High-Order Semi-Lagrangian WENO Schemes Based on Non-polynomial Space for the Vlasov Equation

Abstract

In this paper, we present a semi-Lagrangian (SL) method based on a non-polynomial function space for solving the Vlasov equation. We find that a non-polynomial function based scheme is suitable to the specifics of the target problems. To address issues that arise in phase space models of plasma problems, we develop a weighted essentially non-oscillatory (WENO) scheme using trigonometric polynomials. In particular, the non-polynomial WENO method is able to achieve improved accuracy near sharp gradients or discontinuities. Moreover, to obtain a high-order of accuracy in not only space but also time, it is proposed to apply a high-order splitting scheme in time. We aim to introduce the entire SL algorithm with high-order splitting in time and high-order WENO reconstruction in space to solve the Vlasov-Poisson system. Some numerical experiments are presented to demonstrate robustness of the proposed method in having a high-order of convergence and in capturing non-smooth solutions. A key observation is that the method can capture phase structure that require twice the resolution with a polynomial based method. In 6D, this would represent a significant savings.

Appendices

Appendix A Formulation of \(\mathbf {C}\) and \(\mathbf {c}_k\)
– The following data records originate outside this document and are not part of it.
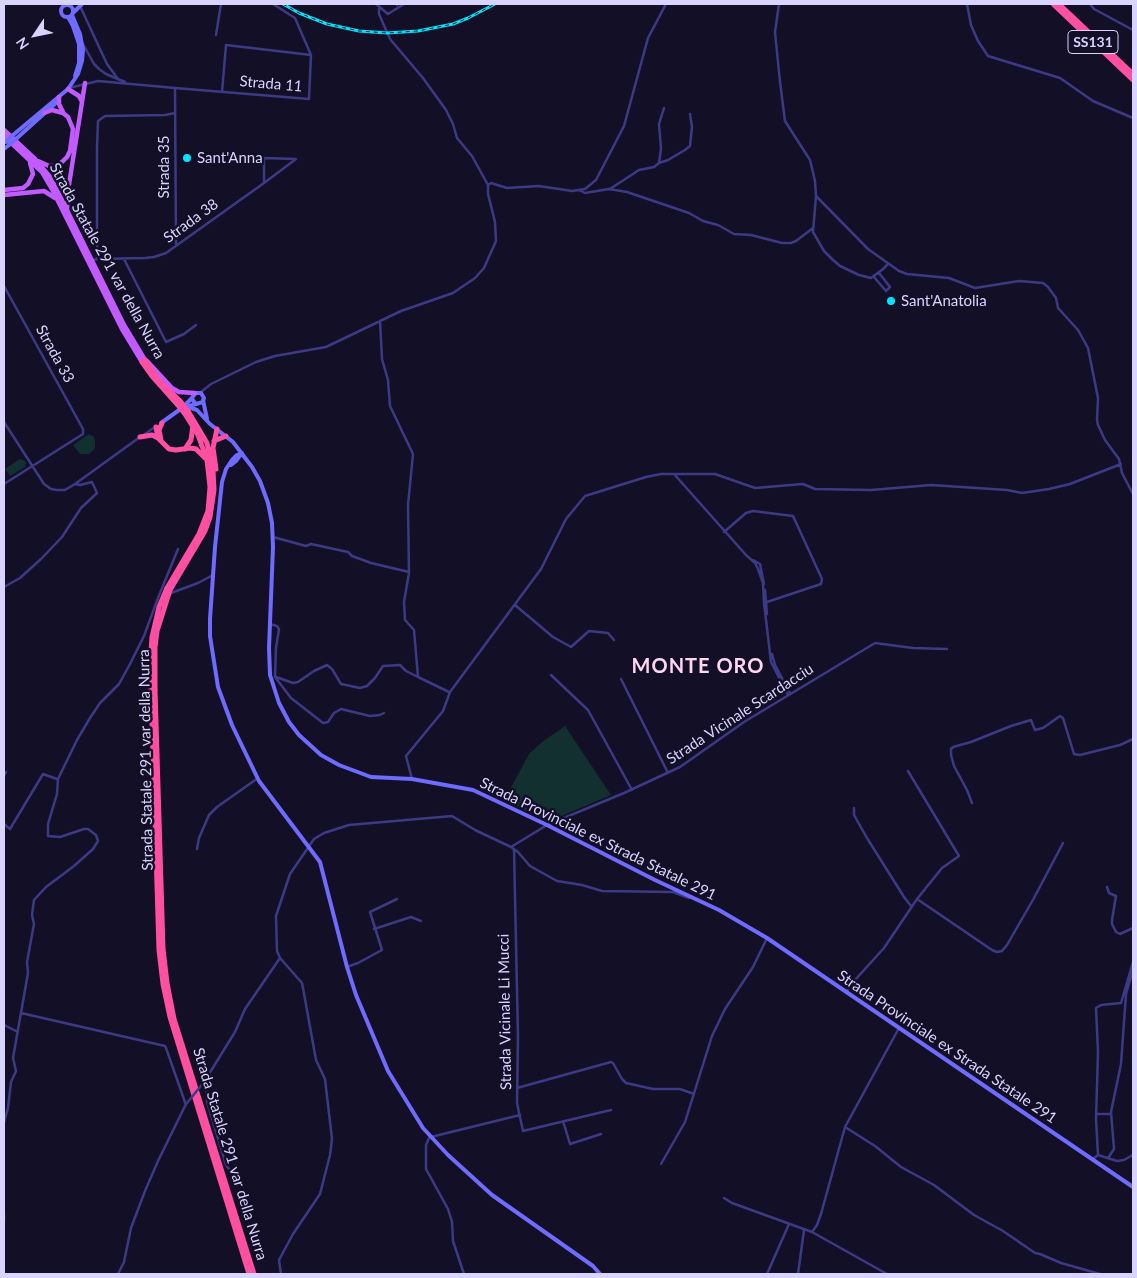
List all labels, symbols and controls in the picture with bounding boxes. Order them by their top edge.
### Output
north arrow [10,10,60,60]
road number: SS131 [1068,31,1118,54]
text: N [12,34,32,53]
street label: Strada 11 [239,72,303,96]
street label: Strada 35 [155,135,173,199]
place label: Sant'Anna [197,149,263,167]
marker: Sant'Anna [181,152,193,164]
street label: Strada Statale 291 var della Nurra [46,160,168,362]
street label: Strada 38 [160,195,222,247]
place label: Sant'Anatolia [901,292,987,310]
marker: Sant'Anatolia [885,295,897,307]
street label: Strada 33 [32,322,78,386]
street label: Strada Statale 291 var della Nurra [135,649,157,871]
district label: MONTE ORO [630,655,766,679]
street label: Strada Vicinale Scardacciu [663,660,817,768]
street label: Strada Provinciale ex Strada Statale 291 [477,774,719,904]
street label: Strada Vicinale Li Mucci [495,934,515,1090]
street label: Strada Provinciale ex Strada Statale 291 [834,967,1060,1127]
street label: Strada Statale 291 var della Nurra [189,1046,271,1262]

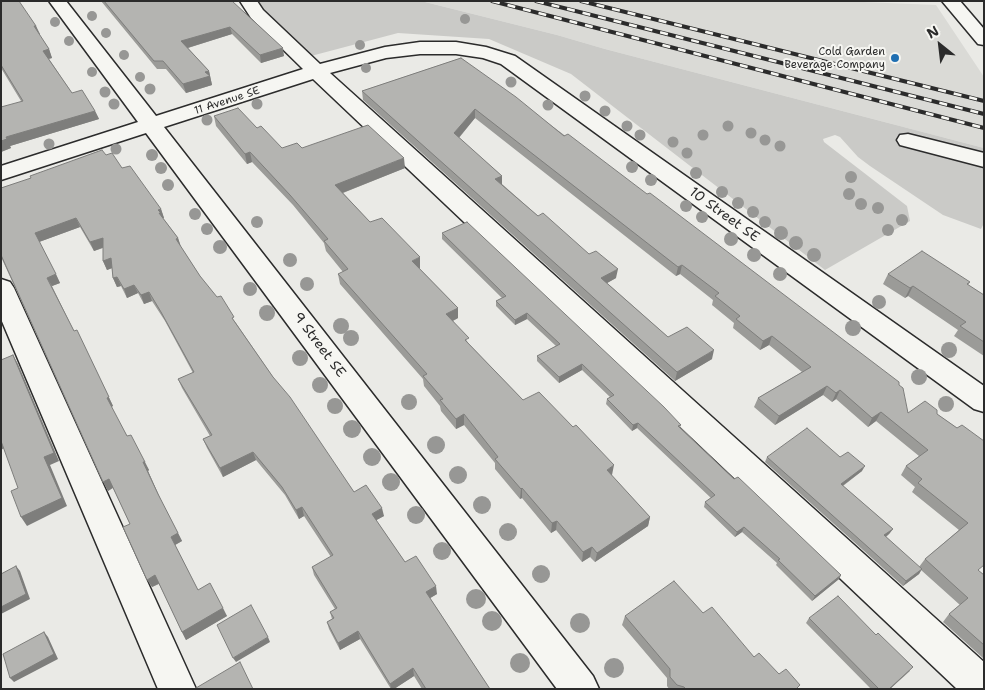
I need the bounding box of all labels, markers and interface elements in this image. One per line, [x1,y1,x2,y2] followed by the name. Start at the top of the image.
[915,20,965,70] north arrow
[924,21,942,42] text: N
[784,45,885,71] place label: Cold Garden Beverage Company
[889,52,901,64] marker: Cold Garden Beverage Company
[193,84,261,118] street label: 11 Avenue SE
[686,184,762,246] street label: 10 Street SE
[289,309,349,381] street label: 9 Street SE

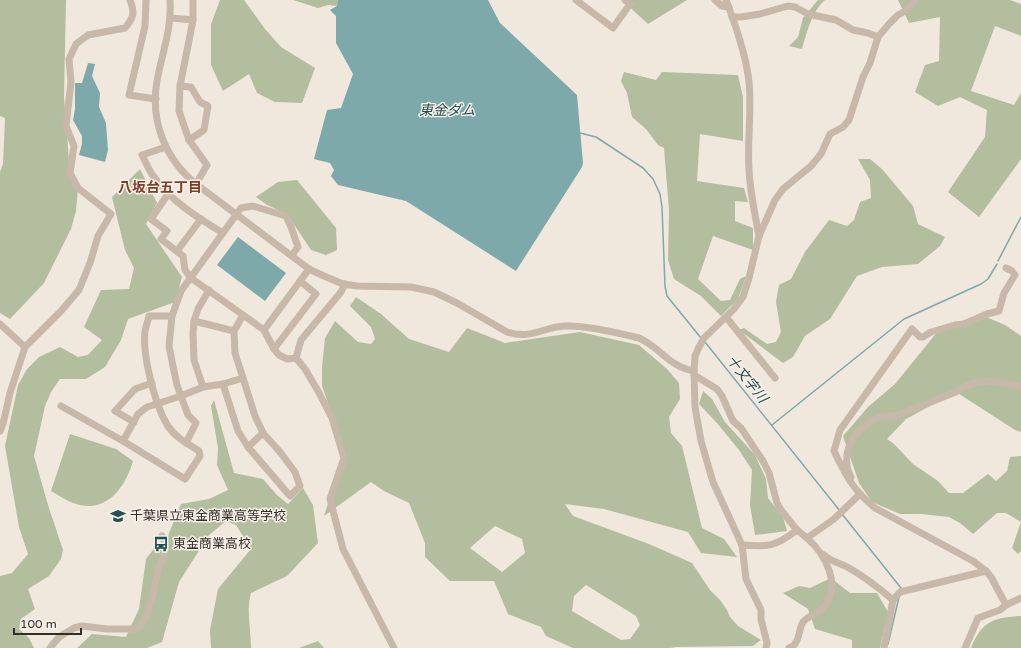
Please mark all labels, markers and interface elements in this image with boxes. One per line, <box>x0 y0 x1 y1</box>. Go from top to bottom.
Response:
water label: 東金ダム <box>419 102 475 119</box>
district label: 八坂台五丁目 <box>118 179 202 196</box>
water label: 十文字川 <box>723 352 772 408</box>
school or university icon: 千葉県立東金商業高等学校 <box>109 507 127 525</box>
place label: 千葉県立東金商業高等学校 <box>130 508 286 524</box>
bus stop icon: 東金商業高校 <box>152 535 170 553</box>
place label: 東金商業高校 <box>173 536 251 552</box>
scale bar <box>14 610 81 636</box>
text: 100 m <box>20 617 57 631</box>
The numerical flux \({\hat{f}}_{j-\frac{1}{2}}\) in (25) based on the function space \(\varGamma _5 = \mathrm{span} \{\cos {x},\sin { x}, x^2, x^3, x^4\}\) is constructed by using the coefficients

$$\begin{aligned} \mathbf {C} = \left[ \frac{550}{16\,403}, -\frac{157}{724}, \frac{1\,587}{2\,057}, \frac{281}{599}, -\frac{155}{3\,016} \right] ^{\text T}. \end{aligned}$$

The local numerical flux \({\hat{f}}_{j-\frac{1}{2}}^k\) in (26) can be obtained based on algebraic function space \(\varPi _3 =\mathrm{span}\{1, x, x^2\}\) with the constants

$$\begin{aligned} \mathbf {c}^0&= \left[ \frac{1}{3} ,-\frac{7}{6}, \frac{11}{6} \right] ^{\text T}, \\ \mathbf {c}^1&= \left[ -\frac{1}{6} , \frac{5}{6}, \frac{1}{3} \right] ^{\text T}, \\ \mathbf {c}^2&= \left[ \frac{1}{3} , \frac{5}{6},-\frac{1}{6} \right] ^{\text T}, \end{aligned}$$

or based on the function space \(\mathrm{span} \{1, \sin {x},\cos { x}\}\) with the coefficients

$$\begin{aligned} \mathbf {c}^0&= \left[ \frac{109}{280 } , -\frac{478}{471 }, \frac{ 1\,411}{868 } \right] ^{\text T}, \\ \mathbf {c}^1&= \left[ -\frac{826}{4\,031} , \frac{1\,973}{2\,419}, \frac{ 109}{280 } \right] ^{\text T}, \\ \mathbf {c}^2&= \left[ \frac{109}{280 } , \frac{1\,973}{2\,419}, -\frac{ 826}{4\,031 } \right] ^{\text T}. \end{aligned}$$

Appendix B Proof of Proposition 2

Assuming f smooth enough around the stencil, we can represent the smoothness indicators (28) using Taylor expansion as

$$\begin{aligned} \begin{aligned} \beta _0&= \left( \Delta x f'_{j-\frac{1}{2}} -\frac{23}{24} \Delta x^3 f'''_{j-\frac{1}{2}} + {{\mathcal {O}}}(\Delta x^4) \right) ^2 + \left( \Delta x^2 f''_{j-\frac{1}{2}} -\frac{3}{2} \Delta x^3 f'''_{j-\frac{1}{2}} + {{\mathcal {O}}}(\Delta x^4) \right) ^2, \\ \beta _1&= \left( \Delta x f'_{j-\frac{1}{2}} +\frac{1}{24} \Delta x^3 f'''_{j-\frac{1}{2}} + {{\mathcal {O}}}(\Delta x^4) \right) ^2 + \left( \Delta x^2 f''_{j-\frac{1}{2}} -\frac{1}{2} \Delta x^3 f'''_{j-\frac{1}{2}} + {{\mathcal {O}}}(\Delta x^4) \right) ^2, \\ \beta _2&= \left( \Delta x f'_{j-\frac{1}{2}} +\frac{1}{24} \Delta x^3 f'''_{j-\frac{1}{2}} + {{\mathcal {O}}}(\Delta x^4) \right) ^2 + \left( \Delta x^2 f''_{j-\frac{1}{2}} +\frac{1}{2} \Delta x^3 f'''_{j-\frac{1}{2}} + {{\mathcal {O}}}(\Delta x^4) \right) ^2. \end{aligned} \end{aligned}$$

Then for each \(k=0,1,2\), we can obtain

$$\begin{aligned} 1+\frac{\tau }{(\epsilon +\beta _k)^2}&= 1+\frac{(\beta _2 - \beta _0)^2}{(\epsilon +\beta _k)^2} \\&= 1+\frac{\left( 2\Delta x^4 f'_{j-\frac{1}{2}} f'''_{j-\frac{1}{2}} + {{\mathcal {O}}}(\Delta x^5) \right) ^2}{(\epsilon +\beta _k)^2} \\&= 1+ C \Delta x^4 + {{\mathcal {O}}}(\Delta x^5) \end{aligned}$$

with a constant C, by choosing \(\epsilon = \Delta x^2\), so that it is straightforward by the definition of \(\omega _k\) in (29).